Self-driving vehicles take the labor cost of mass transit to zero, so a service lives or dies on capital, operating, and maintenance costs. This kills the “coverage” route, as driving a 30′ diesel bus around in circles to pick up three people per cycle is less efficient than running an on-demand service, or contracting with a private ridesharing company. Lots of routes become subsidized Uber.
But major line-haul services stay where they are. There isn’t any universe in which a single 40′ bus on an eight-lane commercial strip, packed to the gills with standees, gets replaced with 100 Johnny Cabs. Nor is there a universe in which all of those riders purchase their own self-driving cars.
What happens instead is (i) driverless Uber shaves off some percentage of existing transit patrons, (ii) the transit agency switches to self-driving buses and (iii) uses that cost-savings to increase peak-hour service, in an attempt to lure those riders back, so that (iv) what used to be a 10-minute bus where you’re pushed into some other guy’s armpit is now a 5-minute bus where you’ve got a seat. Urban transit is actually more attractive.
And if the urban system improves a little, the “last mile” in low density areas substantially improves. That archetypal 30′ bus driving around in a circle once an hour, picking up 3 riders per cycle, appeals to no one. But subsidized Uber offers the same convenience as unsubsidized Uber, and that makes it a lot easier to get to major transit hubs.
Back in the 60’s, British Tories came up with a smart idea to restore railways to profitability. They would simply close all the money-losing local lines and watch the cash roll in. Alas, without the local connectivity, the major trunk lines languished. Now, instead of subsidizing cheap local trains and running a profit on major intercity routes, they were losing money everywhere. Countless small towns and outer suburbs lost service.
These dynamics ought to work in the other direction. That is, if you put in a bunch of convenient local service where none existed before, that will increase demand for longer-distance routes. Driverless Uber takes more folks to the park and ride, more folks at the park and ride leads to increased services (maybe expresses to suburban employment centers in addition to Downtown), increased services draw more folks to the park and ride. People also own fewer cars overall, because omnipresent Johnny Cab obviates the need to keep a car around for occasional trips.

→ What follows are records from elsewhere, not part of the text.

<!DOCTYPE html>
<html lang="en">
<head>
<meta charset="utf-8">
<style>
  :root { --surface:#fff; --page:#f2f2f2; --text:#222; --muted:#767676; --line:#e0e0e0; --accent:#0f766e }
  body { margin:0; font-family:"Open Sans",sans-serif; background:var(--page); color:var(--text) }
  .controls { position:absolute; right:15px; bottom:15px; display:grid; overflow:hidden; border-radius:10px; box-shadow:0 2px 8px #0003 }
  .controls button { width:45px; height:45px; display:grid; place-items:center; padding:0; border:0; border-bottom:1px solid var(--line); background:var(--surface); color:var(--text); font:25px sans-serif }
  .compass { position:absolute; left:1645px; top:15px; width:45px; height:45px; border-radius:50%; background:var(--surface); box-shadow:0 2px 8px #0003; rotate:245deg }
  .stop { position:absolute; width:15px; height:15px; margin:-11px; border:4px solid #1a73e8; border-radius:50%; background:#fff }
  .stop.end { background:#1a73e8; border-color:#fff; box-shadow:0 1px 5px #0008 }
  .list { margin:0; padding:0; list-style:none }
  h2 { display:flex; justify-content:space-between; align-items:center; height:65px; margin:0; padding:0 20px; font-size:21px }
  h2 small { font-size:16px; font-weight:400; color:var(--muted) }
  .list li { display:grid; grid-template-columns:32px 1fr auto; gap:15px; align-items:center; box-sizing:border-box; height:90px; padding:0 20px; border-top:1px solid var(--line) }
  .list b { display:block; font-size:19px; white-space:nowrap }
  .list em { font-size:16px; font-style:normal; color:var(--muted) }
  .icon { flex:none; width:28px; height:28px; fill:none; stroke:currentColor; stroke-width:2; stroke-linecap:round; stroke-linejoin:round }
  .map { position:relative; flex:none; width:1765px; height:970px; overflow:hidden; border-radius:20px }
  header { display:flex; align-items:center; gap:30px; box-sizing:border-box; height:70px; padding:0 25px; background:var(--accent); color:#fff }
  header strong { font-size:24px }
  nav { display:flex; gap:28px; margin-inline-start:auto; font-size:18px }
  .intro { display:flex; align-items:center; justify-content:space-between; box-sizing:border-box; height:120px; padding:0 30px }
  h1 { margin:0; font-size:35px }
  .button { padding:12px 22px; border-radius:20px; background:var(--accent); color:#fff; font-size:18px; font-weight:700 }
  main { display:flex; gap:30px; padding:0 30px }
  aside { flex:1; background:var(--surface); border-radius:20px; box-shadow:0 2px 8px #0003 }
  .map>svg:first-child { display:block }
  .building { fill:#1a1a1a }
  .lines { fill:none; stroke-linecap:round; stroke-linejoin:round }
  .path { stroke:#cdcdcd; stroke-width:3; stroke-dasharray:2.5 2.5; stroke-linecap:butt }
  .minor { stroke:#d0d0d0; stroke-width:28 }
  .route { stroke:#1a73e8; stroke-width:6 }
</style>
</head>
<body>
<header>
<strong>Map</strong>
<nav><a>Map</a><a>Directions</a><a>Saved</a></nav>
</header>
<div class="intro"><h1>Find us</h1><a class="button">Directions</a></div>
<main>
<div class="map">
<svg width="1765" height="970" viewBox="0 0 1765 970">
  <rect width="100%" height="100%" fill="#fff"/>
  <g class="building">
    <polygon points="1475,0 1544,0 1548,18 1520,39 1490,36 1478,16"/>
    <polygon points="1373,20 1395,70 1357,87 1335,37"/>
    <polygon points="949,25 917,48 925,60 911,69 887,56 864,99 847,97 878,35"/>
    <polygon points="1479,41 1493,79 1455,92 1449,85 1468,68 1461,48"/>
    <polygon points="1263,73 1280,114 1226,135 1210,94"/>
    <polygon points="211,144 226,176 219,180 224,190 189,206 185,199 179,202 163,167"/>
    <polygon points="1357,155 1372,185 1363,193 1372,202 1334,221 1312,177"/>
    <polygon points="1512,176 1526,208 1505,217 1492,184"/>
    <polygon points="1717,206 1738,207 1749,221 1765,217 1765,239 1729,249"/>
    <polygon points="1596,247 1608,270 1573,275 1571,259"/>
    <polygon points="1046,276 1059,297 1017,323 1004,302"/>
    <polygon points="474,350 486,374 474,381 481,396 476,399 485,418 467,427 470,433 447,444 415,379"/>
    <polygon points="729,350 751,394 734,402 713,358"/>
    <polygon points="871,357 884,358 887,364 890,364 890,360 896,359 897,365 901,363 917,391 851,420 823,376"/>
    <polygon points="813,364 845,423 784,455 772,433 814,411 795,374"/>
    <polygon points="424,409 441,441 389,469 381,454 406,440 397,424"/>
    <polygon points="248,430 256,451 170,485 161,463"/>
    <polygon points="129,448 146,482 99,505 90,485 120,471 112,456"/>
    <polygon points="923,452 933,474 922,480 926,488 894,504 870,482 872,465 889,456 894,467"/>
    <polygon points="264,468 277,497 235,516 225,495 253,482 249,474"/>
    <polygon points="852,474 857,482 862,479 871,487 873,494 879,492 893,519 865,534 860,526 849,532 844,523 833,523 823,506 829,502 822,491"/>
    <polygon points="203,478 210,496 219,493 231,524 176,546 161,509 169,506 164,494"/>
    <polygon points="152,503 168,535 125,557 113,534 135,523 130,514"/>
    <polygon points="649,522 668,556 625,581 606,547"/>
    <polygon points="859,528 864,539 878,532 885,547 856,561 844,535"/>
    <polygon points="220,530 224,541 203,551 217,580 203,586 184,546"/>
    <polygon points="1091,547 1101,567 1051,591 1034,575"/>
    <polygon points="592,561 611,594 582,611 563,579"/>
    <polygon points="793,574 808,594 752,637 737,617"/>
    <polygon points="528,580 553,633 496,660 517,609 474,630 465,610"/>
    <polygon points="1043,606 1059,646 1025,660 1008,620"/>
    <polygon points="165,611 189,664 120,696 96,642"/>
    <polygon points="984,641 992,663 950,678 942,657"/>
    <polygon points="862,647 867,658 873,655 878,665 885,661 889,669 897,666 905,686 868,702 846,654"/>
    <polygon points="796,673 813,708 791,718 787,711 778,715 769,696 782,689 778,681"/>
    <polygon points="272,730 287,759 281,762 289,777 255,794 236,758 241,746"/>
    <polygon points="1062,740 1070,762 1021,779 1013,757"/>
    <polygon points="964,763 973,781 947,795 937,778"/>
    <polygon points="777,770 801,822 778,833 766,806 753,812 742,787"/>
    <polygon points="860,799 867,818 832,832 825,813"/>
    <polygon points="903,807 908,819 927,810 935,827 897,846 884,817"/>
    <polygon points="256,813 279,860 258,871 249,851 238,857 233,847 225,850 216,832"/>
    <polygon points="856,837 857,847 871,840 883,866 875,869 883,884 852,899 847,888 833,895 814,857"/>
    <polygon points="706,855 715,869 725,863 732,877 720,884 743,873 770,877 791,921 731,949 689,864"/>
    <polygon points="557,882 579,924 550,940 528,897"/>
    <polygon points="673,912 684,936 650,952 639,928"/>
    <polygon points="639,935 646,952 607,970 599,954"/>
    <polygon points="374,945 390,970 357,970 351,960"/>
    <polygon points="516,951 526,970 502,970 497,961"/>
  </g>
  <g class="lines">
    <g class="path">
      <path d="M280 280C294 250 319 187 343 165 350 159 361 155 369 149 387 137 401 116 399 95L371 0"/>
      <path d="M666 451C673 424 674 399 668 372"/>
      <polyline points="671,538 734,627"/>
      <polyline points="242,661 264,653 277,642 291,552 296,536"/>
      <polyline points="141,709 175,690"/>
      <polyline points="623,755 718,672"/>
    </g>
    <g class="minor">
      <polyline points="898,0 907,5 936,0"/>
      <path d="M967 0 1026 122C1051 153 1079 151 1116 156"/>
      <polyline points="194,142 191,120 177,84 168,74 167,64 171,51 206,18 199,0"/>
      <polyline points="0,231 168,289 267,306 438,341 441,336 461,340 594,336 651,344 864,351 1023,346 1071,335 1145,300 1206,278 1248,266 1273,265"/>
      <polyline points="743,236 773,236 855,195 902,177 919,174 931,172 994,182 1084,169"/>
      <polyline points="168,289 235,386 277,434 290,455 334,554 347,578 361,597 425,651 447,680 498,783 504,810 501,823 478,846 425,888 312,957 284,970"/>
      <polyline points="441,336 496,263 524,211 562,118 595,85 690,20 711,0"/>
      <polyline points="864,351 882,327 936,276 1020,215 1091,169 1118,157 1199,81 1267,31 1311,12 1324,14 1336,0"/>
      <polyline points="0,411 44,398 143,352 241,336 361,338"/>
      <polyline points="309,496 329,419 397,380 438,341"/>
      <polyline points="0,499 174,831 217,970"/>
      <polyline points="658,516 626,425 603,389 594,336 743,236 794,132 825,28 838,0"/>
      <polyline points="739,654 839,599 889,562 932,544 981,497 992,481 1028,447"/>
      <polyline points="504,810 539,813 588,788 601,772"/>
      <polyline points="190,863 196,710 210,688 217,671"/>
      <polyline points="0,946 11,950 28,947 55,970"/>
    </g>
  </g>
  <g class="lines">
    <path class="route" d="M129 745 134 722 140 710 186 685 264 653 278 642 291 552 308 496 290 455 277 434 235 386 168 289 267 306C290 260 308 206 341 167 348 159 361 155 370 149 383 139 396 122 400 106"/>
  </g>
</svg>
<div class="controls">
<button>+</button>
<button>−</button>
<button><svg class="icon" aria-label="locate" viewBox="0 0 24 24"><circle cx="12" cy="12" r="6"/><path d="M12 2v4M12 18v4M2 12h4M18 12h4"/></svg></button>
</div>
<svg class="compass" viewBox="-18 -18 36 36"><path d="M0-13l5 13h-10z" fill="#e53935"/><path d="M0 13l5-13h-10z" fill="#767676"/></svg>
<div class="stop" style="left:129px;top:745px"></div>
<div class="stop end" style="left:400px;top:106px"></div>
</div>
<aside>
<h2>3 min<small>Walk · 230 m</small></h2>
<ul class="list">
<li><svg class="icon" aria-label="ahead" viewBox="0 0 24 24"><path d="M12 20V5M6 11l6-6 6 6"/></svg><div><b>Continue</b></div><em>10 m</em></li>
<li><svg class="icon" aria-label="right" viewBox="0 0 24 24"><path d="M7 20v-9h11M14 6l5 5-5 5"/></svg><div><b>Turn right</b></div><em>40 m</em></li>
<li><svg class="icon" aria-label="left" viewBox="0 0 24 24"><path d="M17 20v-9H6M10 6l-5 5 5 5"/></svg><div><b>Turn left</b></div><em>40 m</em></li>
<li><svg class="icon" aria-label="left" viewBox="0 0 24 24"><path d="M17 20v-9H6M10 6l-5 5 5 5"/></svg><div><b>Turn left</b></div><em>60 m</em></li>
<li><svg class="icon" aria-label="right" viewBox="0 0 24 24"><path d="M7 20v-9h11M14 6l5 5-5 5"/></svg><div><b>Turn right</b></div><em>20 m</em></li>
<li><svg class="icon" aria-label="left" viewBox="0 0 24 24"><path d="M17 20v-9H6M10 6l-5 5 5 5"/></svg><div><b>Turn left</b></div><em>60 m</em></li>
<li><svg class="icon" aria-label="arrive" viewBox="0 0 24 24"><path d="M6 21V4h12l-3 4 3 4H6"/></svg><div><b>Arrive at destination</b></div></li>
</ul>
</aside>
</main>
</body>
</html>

The flipside of this is that the same zeroed-out labor costs which make it cheaper to run several Priuses in place of a 30′ bus make it cheaper to run several 45′ coaches in place of a 200′ train and its associated infrastructure.
Trains will still have their niche. Fake news aside, buses aren’t going to operate above 70-75mph. For 100, 125, or 220mph running you’ll need a train. You’ll also want a train for corridors with ridership that exceeds the capacity of a fully-utilized bus lane – probably something in the 3000-6000 pphpd range. But for most planned LRT corridors, busways would probably be a better option.